▶ **PROBLEM STATEMENT**
Below is a set of entries; copy all of them exactly.
++++++++++++++++++++
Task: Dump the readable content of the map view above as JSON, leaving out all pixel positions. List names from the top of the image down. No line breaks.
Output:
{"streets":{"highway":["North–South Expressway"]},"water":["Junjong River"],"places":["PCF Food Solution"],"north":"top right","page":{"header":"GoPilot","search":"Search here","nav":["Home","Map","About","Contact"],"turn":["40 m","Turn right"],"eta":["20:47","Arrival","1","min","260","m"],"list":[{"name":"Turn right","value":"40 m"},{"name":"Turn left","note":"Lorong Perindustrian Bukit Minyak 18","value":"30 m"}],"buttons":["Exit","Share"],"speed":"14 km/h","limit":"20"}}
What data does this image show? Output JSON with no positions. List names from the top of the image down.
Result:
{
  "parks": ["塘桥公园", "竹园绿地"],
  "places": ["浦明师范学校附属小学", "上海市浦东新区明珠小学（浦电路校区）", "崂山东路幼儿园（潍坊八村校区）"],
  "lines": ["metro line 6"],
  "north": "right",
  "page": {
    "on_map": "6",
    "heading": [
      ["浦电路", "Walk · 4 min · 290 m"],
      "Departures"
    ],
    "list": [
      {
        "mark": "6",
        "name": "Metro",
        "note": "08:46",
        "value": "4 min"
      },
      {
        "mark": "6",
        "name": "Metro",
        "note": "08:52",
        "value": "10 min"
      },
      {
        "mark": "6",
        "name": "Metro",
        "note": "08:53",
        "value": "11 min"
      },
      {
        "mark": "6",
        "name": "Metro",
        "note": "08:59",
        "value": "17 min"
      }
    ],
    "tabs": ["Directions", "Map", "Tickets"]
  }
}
++++++++++++++++++++
▶ **RESPONSE TO THIS EXERCISE**
Task: Dump the readable content of the map view above as JSON, leaving out all pixel positions. List names from the top of the image down. No line breaks.
Output:
{"streets":{"highway":["North–South Expressway"]},"water":["Junjong River"],"places":["PCF Food Solution"],"north":"top right","page":{"header":"GoPilot","search":"Search here","nav":["Home","Map","About","Contact"],"turn":["40 m","Turn right"],"eta":["20:47","Arrival","1","min","260","m"],"list":[{"name":"Turn right","value":"40 m"},{"name":"Turn left","note":"Lorong Perindustrian Bukit Minyak 18","value":"30 m"}],"buttons":["Exit","Share"],"speed":"14 km/h","limit":"20"}}
What data does this image show? Output JSON with no positions. List names from the top of the image down.
Result:
{
  "parks": ["塘桥公园", "竹园绿地"],
  "places": ["浦明师范学校附属小学", "上海市浦东新区明珠小学（浦电路校区）", "崂山东路幼儿园（潍坊八村校区）"],
  "lines": ["metro line 6"],
  "north": "right",
  "page": {
    "on_map": "6",
    "heading": [
      ["浦电路", "Walk · 4 min · 290 m"],
      "Departures"
    ],
    "list": [
      {
        "mark": "6",
        "name": "Metro",
        "note": "08:46",
        "value": "4 min"
      },
      {
        "mark": "6",
        "name": "Metro",
        "note": "08:52",
        "value": "10 min"
      },
      {
        "mark": "6",
        "name": "Metro",
        "note": "08:53",
        "value": "11 min"
      },
      {
        "mark": "6",
        "name": "Metro",
        "note": "08:59",
        "value": "17 min"
      }
    ],
    "tabs": ["Directions", "Map", "Tickets"]
  }
}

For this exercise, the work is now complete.